Varios analistas y políticos han opinado que esperan una campaña áspera y dura, por lo que está en juego, por la inmediatez de las redes sociales y por el clima que percibían. Es indudable que algunos episodios alentaban esa posibilidad, y bastan un par de declaraciones desafortunadas para terminar de inclinar la pendiente en un sentido que luego es difícil de revertir en el fragor de la lucha.

El acto organizado por las juventudes de los principales partidos políticos en conmemoración de los 35 años del que se realizara en el Obelisco contra la dictadura, alumbra la esperanza de que el barro no es el destino ineluctable. Realmente resultó formidable ver que los jóvenes frentistas, blancos, colorados e independientes se pusieran de acuerdo en defender bases de acción común que implican la defensa de la libertad, la democracia y el respeto recíproco. No es poca cosa en los tiempos que vivimos, donde han triunfado en varios países candidatos y partidos con campañas parapetadas en el odio y el desprecio.

Dentro de la proclama leída en la convocatoria en el Palacio Legislativo había un punto especialmente importante; el llamado a que las diferencias entre los partidos se expresen dentro de un marco democrático respetuoso. Puede parecer menor, o haber pasado desapercibido, pero creo que es el más relevante. El respeto por las formas, tantas veces denostadas, es absolutamente central para la convivencia civilizadas. No hay fondo sin forma, como no existe libertad sin límites, como no puede desarrollarse un debate sustantivo sin el respeto a normas básicas.

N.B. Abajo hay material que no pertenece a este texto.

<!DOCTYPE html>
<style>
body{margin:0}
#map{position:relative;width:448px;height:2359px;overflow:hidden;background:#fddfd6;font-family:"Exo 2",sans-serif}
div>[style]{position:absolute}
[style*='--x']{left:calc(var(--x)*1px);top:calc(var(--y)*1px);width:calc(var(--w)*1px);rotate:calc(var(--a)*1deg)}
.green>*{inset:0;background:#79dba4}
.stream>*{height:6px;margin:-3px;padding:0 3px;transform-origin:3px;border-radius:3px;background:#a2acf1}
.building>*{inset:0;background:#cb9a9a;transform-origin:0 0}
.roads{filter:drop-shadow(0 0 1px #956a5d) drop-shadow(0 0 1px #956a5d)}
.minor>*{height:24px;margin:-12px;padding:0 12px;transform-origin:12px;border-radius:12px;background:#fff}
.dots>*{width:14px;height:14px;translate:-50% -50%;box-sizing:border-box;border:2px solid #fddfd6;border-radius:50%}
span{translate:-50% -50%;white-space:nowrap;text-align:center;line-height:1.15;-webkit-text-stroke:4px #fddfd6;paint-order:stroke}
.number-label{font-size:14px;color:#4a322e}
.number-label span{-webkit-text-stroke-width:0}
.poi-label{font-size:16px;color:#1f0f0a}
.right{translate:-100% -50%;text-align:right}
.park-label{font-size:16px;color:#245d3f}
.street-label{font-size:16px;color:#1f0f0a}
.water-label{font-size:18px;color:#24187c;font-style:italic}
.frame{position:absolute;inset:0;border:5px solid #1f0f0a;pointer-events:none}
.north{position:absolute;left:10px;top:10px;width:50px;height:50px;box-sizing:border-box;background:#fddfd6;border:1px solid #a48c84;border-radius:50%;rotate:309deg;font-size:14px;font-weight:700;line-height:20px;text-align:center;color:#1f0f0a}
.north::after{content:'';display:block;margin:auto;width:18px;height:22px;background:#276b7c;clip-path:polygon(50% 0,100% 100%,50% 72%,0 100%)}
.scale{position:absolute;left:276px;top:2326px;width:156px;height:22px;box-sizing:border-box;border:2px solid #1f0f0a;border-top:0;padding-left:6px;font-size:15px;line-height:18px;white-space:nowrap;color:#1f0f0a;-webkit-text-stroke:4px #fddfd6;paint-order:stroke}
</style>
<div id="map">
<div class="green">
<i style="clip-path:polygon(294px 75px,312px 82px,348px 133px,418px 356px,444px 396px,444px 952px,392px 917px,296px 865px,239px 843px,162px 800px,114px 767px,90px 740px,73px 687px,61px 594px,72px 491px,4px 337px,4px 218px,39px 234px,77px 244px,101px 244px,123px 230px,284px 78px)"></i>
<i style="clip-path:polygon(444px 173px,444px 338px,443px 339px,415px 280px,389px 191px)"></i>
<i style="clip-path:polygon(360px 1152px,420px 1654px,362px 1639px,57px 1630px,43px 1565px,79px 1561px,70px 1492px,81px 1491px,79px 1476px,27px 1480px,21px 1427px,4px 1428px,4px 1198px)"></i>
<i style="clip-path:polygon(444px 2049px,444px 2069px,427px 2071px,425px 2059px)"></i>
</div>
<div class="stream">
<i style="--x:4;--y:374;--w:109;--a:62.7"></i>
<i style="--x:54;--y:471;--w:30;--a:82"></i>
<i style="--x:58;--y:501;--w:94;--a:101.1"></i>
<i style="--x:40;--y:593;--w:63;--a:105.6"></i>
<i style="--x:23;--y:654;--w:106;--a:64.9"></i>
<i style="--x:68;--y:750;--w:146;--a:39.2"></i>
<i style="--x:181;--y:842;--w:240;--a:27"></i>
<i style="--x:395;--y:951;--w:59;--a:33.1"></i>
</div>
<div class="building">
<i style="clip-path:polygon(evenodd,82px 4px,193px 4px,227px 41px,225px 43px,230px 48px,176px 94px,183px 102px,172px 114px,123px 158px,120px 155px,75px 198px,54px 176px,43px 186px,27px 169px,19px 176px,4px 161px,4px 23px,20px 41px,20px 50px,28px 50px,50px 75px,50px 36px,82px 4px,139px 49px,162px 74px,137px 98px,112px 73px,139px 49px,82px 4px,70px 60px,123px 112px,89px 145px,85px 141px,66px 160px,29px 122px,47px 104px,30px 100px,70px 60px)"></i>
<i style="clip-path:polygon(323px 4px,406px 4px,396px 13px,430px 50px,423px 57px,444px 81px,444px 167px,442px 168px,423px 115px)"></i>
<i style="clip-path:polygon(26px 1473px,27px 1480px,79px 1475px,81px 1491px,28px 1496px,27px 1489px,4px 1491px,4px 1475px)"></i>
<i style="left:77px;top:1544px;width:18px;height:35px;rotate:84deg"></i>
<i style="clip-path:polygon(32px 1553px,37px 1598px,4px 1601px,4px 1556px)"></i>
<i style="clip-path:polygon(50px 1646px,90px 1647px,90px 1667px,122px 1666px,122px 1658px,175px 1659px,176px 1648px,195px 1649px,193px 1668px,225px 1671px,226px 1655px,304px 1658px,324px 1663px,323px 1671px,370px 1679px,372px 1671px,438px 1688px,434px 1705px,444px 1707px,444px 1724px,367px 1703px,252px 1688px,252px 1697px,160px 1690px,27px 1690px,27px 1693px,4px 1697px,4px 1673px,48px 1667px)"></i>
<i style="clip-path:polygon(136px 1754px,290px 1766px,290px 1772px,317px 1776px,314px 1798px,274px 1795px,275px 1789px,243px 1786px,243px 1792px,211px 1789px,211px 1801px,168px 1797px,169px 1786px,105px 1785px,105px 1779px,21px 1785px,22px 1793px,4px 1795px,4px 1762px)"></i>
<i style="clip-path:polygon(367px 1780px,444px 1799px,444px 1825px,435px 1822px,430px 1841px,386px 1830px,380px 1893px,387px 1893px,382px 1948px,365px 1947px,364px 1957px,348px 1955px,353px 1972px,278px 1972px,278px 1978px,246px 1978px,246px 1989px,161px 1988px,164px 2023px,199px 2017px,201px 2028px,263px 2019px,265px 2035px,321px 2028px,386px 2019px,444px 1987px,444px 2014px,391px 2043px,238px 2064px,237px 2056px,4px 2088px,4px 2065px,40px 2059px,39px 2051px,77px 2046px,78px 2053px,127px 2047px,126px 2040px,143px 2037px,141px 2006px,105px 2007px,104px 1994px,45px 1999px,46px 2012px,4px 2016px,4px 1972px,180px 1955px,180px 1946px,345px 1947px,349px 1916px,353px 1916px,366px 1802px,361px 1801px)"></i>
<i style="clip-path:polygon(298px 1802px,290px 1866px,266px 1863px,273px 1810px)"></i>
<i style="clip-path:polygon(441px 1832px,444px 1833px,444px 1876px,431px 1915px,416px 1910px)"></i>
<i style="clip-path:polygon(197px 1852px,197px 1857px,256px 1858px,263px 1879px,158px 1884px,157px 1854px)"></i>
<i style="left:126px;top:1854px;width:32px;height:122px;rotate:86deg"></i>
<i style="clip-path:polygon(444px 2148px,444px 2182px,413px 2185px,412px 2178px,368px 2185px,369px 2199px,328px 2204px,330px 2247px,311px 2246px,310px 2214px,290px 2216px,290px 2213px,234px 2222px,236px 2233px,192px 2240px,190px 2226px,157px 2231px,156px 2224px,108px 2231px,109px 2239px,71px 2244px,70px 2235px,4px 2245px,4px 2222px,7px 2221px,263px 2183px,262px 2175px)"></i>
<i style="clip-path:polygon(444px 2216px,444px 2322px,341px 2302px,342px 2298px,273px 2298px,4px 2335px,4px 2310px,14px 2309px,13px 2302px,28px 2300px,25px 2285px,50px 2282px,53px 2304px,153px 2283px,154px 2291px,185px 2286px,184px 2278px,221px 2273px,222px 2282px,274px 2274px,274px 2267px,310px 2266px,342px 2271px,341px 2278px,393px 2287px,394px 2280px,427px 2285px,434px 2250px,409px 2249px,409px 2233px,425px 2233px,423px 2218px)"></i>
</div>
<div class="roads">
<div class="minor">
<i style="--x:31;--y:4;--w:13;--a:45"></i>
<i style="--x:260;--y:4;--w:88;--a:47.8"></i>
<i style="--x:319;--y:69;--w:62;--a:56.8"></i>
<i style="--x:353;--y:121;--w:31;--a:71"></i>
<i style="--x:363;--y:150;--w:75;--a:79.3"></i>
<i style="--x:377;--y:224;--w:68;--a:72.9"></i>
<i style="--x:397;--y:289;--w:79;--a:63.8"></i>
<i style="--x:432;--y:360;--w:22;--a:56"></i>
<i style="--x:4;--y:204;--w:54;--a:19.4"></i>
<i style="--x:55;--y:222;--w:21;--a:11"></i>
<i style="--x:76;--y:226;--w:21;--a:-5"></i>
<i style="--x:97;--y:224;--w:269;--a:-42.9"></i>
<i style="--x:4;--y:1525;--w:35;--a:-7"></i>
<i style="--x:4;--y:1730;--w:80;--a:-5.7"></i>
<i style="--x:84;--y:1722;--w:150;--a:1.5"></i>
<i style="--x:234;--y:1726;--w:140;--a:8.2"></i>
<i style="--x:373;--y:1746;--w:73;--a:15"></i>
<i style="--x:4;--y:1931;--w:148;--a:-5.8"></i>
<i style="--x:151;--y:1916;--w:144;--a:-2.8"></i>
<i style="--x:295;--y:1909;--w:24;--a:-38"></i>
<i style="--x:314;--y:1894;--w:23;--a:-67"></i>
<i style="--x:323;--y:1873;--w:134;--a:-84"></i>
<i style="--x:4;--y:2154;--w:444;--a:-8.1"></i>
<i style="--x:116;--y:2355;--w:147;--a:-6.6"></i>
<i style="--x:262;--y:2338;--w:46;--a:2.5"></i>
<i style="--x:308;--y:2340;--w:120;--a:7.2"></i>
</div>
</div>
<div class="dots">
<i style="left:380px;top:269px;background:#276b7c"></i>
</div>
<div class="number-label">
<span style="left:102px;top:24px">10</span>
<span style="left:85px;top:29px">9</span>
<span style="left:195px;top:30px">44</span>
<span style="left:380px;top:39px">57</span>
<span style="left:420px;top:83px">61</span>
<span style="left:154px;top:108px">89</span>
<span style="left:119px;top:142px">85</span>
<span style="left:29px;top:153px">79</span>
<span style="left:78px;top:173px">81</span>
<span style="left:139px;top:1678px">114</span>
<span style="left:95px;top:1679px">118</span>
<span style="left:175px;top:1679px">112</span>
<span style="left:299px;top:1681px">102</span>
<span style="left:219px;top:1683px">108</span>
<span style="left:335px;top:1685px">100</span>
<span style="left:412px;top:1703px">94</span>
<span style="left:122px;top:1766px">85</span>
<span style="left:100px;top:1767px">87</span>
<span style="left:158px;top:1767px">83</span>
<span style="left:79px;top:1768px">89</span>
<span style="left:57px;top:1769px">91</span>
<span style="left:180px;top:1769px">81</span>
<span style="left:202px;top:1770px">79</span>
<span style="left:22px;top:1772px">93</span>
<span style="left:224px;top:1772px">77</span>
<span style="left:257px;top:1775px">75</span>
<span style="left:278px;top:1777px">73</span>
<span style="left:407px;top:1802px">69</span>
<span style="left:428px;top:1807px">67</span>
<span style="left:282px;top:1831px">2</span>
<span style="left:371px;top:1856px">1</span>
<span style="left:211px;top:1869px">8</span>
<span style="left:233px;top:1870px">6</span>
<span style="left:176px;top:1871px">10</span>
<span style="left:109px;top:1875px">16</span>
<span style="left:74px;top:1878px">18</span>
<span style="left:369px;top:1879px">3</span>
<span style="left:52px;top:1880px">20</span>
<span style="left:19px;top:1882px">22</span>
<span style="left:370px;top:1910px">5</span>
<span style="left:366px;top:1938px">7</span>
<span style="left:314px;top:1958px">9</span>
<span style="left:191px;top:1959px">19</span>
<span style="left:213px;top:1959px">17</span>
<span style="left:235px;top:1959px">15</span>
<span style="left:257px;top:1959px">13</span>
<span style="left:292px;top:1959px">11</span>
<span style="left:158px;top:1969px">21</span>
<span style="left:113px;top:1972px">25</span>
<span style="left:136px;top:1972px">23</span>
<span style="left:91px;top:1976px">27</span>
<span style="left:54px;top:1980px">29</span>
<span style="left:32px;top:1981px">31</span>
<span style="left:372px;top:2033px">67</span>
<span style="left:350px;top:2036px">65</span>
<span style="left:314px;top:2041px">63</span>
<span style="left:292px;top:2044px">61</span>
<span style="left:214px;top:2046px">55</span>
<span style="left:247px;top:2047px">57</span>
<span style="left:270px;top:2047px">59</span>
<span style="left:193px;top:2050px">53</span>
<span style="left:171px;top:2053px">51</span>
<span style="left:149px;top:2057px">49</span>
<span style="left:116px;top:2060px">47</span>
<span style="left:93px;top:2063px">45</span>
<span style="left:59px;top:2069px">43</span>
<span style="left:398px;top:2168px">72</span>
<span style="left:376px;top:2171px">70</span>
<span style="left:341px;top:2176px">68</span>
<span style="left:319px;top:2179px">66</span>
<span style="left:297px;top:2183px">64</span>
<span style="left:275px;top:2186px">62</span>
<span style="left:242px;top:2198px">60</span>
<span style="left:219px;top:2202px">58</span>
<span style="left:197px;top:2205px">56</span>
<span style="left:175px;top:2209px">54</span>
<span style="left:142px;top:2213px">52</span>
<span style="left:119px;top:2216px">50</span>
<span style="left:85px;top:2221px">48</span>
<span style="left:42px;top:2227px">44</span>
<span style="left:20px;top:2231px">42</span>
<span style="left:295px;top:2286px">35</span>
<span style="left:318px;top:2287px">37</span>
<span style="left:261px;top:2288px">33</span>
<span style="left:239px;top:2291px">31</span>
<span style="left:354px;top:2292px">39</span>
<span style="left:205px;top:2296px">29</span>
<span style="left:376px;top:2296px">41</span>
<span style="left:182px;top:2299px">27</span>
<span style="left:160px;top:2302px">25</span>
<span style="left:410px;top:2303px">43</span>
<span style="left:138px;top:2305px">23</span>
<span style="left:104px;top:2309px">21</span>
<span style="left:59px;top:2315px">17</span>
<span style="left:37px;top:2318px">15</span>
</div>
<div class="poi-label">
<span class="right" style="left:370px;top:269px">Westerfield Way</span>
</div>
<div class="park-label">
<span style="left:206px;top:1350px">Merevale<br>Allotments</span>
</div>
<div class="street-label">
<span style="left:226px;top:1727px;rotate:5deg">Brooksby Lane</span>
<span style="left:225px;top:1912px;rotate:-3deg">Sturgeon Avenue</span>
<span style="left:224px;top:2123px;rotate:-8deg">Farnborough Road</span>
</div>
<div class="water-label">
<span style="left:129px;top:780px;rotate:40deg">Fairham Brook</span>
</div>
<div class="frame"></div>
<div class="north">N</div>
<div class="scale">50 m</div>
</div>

En tiempos de noticias falsas, manipulaciones en redes y campañas sucias es realmente alentador que una convocatoria conjunta de las juventudes de los partidos políticos se preocupe por este asunto. Es vital comprender que las diferencias naturales, legítimas y muchas veces abismales, se manifiesten dentro de un terreno previamente acordado, donde no vale todo, y cada uno comparta la responsabilidad de mantener esas reglas de juego.

Se podrá señalar que hay sectores, como los oficialistas que respaldan la dictadura venezolana, que notoriamente no terminan de valorar la democracia y la libertad como corresponde. También que el gobierno ha incurrido en prácticas deplorables con los ciudadanos que han criticado al presidente o al ministro del Interior, lo que no contribuye al clima al que se aspira. Todo eso es cierto, pero por ello es más relevante aún esta proclama de los jóvenes, que se sobrepone a los yerros de sus líderes octogenarios y promesas sesentonas.

"Suave en la forma y fuerte en el fondo" recomendaba Friedrich Hayek a la hora de debatir. Acordado el ámbito dentro del cuál pueden expresarse las discrepancias de buena fe, con honestidad y veracidad, bienvenido el choque de ideas expresadas con inteligencia y convicción. Sobre los temas que importan y no sobre lo episódico. Sobre los asuntos en que se juega la suerte del país y no sobre peleas personales.

Los jóvenes de todos los partidos han hecho muy bien en marcar la cancha y poner el listón alto para el año que está por comenzar. Ojalá que los dirigentes de todos los partidos que fueron a escucharlos estén a la altura de sus jóvenes.